Abstract
Squamous cell carcinoma of the head and neck (HNSCC) is a common malignant tumor in humans and animals. In humans, papillomavirus (PV)-induced HNSCCs have a better prognosis than papillomavirus-unrelated HNSCCs. The ability of tumor cells to switch from epithelial to mesenchymal, endothelial, or therapy-resistant stem-cell-like phenotypes promotes disease progression and metastasis. In equine HNSCC, PV-association and tumor cell phenotype switching are poorly understood. We screened 49 equine HNSCCs for equine PV (EcPV) type 2, 3 and 5 infection. Subsequently, PV-positive versus -negative lesions were analyzed for expression of selected epithelial (keratins, β-catenin), mesenchymal (vimentin), endothelial (COX-2), and stem-cell markers (CD271, CD44) by immunohistochemistry (IHC) and immunofluorescence (IF; keratins/vimentin, CD44/CD271 double-staining) to address tumor cell plasticity in relation to PV infection.

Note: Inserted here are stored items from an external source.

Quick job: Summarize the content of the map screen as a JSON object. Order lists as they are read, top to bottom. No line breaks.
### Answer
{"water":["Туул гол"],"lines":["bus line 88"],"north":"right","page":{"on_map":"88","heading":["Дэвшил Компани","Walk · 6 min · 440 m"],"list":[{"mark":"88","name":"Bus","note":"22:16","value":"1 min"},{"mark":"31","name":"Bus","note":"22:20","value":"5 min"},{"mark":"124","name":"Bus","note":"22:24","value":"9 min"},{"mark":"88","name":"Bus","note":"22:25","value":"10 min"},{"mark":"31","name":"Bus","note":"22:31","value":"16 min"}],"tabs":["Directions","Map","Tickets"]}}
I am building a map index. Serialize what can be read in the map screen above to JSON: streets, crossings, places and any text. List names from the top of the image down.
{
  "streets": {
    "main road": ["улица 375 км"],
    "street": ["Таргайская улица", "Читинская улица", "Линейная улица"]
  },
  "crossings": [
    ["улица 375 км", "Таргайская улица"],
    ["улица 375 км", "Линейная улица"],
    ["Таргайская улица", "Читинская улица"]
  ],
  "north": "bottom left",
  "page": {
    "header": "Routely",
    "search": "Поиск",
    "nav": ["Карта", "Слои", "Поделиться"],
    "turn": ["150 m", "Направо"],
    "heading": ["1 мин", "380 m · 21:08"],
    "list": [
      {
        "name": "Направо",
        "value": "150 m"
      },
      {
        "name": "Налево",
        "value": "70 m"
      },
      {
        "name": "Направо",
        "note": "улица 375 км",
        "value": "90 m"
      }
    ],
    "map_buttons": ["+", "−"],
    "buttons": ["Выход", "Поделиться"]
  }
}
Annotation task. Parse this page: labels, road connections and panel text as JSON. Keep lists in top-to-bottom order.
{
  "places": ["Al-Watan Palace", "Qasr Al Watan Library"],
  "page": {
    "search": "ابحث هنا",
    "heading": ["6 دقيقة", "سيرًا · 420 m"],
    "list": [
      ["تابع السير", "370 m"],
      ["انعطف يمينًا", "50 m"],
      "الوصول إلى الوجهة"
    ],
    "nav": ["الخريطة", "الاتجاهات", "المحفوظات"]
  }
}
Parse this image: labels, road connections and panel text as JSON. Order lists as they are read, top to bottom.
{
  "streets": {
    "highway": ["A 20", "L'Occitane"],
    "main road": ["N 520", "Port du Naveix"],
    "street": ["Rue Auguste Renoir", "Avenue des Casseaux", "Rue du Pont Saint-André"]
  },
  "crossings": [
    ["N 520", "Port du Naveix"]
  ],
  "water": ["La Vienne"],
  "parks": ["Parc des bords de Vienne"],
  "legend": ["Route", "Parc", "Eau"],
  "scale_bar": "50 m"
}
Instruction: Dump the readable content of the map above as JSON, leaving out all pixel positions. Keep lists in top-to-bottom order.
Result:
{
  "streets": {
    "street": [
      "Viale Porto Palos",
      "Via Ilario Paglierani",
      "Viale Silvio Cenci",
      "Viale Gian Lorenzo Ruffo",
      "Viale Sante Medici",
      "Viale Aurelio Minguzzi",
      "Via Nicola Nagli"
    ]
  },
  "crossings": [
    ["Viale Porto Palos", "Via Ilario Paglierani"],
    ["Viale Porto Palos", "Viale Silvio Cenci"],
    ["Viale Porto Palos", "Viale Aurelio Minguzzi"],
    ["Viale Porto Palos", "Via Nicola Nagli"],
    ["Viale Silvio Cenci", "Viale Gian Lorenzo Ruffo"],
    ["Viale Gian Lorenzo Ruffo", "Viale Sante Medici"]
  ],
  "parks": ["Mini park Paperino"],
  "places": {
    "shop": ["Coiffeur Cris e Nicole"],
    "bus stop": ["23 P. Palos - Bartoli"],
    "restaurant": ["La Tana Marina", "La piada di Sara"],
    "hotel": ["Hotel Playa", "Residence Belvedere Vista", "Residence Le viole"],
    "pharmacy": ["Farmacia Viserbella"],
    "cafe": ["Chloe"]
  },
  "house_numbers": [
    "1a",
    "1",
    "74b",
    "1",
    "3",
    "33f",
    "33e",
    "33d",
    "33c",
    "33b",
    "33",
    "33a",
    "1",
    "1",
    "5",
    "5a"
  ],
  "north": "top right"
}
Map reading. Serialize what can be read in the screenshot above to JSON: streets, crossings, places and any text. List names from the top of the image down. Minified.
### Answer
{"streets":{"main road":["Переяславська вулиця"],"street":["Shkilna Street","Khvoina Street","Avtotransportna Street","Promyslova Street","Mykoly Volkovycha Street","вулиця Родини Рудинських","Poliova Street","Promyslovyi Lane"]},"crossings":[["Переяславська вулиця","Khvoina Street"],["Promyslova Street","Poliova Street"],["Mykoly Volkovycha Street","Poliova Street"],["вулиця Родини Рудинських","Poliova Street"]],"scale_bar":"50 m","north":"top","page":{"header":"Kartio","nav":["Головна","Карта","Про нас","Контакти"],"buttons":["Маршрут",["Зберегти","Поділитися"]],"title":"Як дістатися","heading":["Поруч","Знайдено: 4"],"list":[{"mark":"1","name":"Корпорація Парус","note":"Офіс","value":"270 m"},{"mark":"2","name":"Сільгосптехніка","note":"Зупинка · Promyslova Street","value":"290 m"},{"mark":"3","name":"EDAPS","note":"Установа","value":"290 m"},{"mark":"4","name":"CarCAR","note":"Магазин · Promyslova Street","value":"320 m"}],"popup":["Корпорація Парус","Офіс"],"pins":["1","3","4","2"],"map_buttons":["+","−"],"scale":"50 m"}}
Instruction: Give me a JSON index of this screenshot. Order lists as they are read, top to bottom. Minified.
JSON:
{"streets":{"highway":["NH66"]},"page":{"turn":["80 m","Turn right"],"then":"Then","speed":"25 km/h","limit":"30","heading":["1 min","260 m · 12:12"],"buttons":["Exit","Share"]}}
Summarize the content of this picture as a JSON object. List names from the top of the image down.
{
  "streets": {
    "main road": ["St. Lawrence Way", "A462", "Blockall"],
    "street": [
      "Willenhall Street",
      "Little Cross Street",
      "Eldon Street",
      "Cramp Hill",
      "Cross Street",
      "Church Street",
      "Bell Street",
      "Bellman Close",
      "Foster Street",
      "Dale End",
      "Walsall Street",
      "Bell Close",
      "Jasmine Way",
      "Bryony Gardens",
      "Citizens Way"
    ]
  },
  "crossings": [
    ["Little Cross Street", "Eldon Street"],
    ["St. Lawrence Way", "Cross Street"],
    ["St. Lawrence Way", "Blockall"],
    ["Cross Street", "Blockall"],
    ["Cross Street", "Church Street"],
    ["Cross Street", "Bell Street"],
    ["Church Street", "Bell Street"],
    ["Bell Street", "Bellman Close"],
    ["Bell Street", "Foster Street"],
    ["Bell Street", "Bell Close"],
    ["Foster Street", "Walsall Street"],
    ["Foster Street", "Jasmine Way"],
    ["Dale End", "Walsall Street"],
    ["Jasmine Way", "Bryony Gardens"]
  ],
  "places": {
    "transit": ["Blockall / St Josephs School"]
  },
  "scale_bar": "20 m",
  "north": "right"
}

Only EcPV2 PCR scored positive for 11/49 equine HNSCCs. IHC and IF from 11 EcPV2-positive and 11 EcPV2-negative tumors revealed epithelial-to-mesenchymal transition events, with vimentin-positive cells ranging between <10 and >50%. CD44- and CD271-staining disclosed the intralesional presence of infiltrative tumor cell fronts and double-positive tumor cell subsets independently of the PV infection status. Our findings are indicative of (partial) epithelial–mesenchymal transition events giving rise to hybrid epithelial/mesenchymal and stem-cell-like tumor cell phenotypes in equine HNSCCs and suggest CD44 and CD271 as potential malignancy markers that merit to be further explored in the horse.
Subject
Infectious Diseases,Microbiology (medical),General Immunology and Microbiology,Molecular Biology,Immunology and Allergy
Cited by
10 articles.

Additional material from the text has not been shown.